The workshop was an opportunity for representatives from the Spinal Centres, Spinal Surgery Units, Major Trauma Units, Regional Commissioners, professional bodies and spinal charities to come together to discuss the current challenges in spinal services, learn from each other, agree how to build standardisation across the system, hear views on how quality of care and outcomes for patients could be improved and start to work more closely as a network to improve care for SCI people

This is against a background of no significant progress in changing care at Spinal Centres in recent years, a worrying increase in delays to admission for newly-injured people and out-patients, significant issues with discharging people from the Centres and a well-recognised need to improve standards of care and provide appropriate resource to the Spinal Centres across England.

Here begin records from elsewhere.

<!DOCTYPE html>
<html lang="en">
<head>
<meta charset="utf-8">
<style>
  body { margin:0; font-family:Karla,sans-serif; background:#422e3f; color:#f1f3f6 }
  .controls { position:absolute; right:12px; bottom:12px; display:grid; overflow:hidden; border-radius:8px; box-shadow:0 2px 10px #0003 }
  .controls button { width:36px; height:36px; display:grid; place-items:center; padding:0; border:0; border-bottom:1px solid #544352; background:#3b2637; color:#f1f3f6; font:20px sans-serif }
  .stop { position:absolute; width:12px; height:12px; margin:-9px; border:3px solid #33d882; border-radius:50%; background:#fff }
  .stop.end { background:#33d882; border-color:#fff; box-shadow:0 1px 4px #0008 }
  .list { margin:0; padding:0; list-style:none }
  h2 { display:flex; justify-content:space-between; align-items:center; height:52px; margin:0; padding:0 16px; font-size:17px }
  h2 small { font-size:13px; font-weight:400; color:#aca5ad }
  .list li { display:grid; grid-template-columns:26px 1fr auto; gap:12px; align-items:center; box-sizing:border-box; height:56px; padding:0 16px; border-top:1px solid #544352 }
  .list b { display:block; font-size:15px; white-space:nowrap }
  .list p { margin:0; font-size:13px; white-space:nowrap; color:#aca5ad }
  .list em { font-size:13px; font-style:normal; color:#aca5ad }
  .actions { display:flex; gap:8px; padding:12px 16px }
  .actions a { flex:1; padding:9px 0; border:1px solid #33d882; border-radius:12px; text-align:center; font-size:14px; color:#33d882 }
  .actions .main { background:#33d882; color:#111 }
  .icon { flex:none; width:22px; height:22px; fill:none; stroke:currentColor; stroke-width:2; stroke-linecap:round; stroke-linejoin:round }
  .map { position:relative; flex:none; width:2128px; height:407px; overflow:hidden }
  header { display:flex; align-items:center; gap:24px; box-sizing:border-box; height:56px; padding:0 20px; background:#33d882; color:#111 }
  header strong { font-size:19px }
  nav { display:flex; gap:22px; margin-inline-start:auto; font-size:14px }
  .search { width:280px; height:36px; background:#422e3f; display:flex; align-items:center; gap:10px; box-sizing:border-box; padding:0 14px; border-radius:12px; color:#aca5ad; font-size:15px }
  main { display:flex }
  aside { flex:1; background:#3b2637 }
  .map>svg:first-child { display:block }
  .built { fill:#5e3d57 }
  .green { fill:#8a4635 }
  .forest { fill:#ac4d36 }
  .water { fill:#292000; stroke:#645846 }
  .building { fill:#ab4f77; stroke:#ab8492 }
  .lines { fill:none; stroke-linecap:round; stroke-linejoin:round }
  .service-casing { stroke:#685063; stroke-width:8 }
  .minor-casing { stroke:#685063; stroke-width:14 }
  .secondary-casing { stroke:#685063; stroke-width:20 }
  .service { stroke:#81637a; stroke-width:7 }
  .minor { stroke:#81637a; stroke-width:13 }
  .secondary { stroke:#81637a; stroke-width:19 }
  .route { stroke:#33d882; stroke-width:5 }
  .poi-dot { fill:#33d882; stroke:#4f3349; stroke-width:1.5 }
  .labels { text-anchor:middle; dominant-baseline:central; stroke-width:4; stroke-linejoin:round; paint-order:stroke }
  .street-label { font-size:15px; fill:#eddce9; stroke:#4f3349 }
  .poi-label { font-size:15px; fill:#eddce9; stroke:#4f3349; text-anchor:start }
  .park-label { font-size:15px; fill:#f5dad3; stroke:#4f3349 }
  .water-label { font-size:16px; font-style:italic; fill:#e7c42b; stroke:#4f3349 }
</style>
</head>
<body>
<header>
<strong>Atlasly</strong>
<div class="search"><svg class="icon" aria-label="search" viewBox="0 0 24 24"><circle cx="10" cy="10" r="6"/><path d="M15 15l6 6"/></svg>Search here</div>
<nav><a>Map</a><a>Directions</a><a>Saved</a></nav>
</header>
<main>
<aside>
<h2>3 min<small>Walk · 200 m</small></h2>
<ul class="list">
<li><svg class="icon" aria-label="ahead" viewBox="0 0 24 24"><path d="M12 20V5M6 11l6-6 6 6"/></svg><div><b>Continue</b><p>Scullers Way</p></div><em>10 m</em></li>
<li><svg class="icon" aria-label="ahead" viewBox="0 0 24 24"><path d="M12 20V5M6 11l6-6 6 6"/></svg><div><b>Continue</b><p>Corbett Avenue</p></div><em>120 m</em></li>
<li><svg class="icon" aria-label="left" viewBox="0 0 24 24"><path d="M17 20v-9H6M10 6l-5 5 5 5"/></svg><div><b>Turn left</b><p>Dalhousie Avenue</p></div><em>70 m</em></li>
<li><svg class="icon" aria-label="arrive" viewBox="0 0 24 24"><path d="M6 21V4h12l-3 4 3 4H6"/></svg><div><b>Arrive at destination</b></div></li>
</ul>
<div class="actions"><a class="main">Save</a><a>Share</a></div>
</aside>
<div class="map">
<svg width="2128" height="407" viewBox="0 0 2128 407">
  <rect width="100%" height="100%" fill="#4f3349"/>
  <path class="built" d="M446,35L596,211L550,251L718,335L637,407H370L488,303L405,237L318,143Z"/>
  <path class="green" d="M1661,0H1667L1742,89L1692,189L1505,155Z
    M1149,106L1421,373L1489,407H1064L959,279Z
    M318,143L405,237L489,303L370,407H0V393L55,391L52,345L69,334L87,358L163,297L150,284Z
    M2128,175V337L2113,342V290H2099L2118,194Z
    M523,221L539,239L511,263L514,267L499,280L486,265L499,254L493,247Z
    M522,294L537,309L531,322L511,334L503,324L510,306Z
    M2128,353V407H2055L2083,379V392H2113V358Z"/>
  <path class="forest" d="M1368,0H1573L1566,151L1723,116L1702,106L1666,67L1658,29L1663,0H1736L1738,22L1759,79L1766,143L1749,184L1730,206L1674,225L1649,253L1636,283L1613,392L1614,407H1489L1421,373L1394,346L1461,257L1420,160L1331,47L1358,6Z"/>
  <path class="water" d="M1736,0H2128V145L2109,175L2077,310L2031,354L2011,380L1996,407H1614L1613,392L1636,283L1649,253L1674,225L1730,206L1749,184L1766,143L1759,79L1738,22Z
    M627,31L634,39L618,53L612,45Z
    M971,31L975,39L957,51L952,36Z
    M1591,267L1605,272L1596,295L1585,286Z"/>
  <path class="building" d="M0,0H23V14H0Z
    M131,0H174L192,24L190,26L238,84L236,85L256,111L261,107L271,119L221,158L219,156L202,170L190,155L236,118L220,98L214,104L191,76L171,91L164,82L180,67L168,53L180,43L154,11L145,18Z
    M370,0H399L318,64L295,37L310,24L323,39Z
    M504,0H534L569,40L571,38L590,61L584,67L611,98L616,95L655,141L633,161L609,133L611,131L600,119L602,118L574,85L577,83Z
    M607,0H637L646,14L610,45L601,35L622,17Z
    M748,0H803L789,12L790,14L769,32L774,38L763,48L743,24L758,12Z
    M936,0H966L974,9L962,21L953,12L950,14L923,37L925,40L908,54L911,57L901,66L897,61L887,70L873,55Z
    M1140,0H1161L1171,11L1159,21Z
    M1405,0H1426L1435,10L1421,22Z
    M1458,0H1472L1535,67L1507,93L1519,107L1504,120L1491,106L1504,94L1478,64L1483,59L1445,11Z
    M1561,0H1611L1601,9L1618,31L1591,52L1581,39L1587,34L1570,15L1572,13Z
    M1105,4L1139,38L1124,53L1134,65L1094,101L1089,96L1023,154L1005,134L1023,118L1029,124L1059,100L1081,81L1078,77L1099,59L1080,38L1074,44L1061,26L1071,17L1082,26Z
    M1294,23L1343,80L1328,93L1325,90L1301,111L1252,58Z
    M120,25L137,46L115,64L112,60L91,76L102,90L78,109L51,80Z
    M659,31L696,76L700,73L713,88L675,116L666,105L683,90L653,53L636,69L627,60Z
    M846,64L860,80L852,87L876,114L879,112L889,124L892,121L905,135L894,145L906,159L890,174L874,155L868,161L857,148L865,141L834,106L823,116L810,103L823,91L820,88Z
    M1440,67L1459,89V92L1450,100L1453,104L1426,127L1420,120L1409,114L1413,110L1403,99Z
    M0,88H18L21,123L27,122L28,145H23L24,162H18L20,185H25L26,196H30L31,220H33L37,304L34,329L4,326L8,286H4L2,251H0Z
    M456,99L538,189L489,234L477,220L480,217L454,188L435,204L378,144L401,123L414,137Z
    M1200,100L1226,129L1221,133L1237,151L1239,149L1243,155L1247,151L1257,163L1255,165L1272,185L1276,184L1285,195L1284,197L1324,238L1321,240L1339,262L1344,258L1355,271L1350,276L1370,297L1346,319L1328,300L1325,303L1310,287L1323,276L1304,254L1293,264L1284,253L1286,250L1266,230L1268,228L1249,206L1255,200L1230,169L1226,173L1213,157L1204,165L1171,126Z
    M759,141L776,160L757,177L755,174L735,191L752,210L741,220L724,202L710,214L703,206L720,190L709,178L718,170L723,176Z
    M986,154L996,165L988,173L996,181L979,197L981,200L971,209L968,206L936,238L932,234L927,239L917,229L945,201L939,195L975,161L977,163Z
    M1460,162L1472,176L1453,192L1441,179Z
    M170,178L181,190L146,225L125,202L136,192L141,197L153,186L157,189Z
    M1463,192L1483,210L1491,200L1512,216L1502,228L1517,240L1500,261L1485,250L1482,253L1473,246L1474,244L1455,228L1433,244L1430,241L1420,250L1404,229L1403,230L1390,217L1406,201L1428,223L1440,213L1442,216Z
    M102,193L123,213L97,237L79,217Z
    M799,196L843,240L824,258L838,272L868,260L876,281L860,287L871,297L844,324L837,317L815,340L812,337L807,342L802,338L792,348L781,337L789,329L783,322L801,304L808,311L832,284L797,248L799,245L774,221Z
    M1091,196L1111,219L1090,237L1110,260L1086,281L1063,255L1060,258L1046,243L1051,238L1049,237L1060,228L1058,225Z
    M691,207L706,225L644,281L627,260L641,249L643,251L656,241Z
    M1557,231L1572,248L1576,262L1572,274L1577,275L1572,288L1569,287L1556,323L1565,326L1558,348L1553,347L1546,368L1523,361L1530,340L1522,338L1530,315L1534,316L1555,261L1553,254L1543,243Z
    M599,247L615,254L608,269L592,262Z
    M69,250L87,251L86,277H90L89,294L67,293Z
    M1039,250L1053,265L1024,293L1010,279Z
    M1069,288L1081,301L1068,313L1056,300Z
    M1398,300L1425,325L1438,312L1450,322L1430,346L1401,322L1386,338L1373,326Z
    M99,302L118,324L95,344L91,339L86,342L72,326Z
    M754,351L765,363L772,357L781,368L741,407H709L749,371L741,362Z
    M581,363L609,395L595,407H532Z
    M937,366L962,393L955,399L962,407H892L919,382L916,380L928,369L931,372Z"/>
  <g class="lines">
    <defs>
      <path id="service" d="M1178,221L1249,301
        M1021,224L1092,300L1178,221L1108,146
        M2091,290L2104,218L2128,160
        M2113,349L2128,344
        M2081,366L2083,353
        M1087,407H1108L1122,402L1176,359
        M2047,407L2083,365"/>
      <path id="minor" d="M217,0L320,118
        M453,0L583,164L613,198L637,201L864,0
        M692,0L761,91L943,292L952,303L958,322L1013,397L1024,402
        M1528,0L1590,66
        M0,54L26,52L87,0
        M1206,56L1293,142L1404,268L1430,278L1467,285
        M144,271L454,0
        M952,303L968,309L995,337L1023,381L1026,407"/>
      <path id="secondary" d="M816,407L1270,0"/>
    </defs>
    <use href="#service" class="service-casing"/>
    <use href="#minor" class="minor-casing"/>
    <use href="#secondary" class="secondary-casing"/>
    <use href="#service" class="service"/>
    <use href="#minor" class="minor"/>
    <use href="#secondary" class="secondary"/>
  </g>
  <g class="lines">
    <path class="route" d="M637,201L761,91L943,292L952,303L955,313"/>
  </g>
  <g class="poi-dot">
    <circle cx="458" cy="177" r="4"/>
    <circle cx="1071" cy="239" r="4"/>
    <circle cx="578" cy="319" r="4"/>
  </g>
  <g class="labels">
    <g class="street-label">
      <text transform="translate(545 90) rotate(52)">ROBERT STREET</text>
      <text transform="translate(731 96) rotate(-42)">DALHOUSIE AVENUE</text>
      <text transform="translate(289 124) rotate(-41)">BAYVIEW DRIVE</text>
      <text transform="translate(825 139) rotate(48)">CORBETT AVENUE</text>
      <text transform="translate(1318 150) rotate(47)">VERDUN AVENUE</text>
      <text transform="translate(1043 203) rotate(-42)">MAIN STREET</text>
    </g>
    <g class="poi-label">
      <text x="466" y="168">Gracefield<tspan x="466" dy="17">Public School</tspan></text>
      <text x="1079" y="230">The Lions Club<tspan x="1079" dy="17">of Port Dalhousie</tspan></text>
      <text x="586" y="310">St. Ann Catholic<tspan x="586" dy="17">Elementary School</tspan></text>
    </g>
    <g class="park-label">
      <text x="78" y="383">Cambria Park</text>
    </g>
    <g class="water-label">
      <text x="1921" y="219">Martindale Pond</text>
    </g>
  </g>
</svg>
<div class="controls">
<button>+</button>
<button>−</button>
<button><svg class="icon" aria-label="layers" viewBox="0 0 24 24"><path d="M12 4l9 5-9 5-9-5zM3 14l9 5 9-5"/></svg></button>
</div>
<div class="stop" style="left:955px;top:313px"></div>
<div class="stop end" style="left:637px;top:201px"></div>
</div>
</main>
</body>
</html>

There were a number of presentations during the day, including one from SIA to highlight the patient voice as being key to developing solutions. Although it was recognised during the course of the day that the Spinal Centres are dealing with long-term issues that will require long-term solutions, it was also clear that there’s much that can be done in the shorter term to improve standards, develop more consistency between the Centres and drive changes that will benefit SCI people.

NHS England and NHS Improvement made a significant funding announcement during the Workshop, with £3m available in 2020/21 and a further £3m in 2021/22. This funding is essentially for two types of bids – transactional models, that will generate quick wins to improve care, efficiency and unblock barriers, and transformational models which are aligned with the network model and clinical standards and can be mobilised within 12 months. The overall aim is to improve SCI services nationally, not just on a local basis.

SIA sees this as a fantastic opportunity for Spinal Centres in England, as it potentially gives them some hard cash to generate real innovation to the service and improve service delivery for SCI people. SIA hopes to be part of the team that will assess the bids and decide where the 2020/21 money is spent, and has a follow-up meeting with the Lead Commissioner for Spinal Services at NHS England to secure this goal.

SIA remains fully committed to actively support and advocate on behalf of specialist Spinal Centres at every opportunity, to make sure the patient voice that we represent is at the centre of any decision-making processes and to ensure the Centres deliver a timely, high-quality and lifelong service to all SCI people.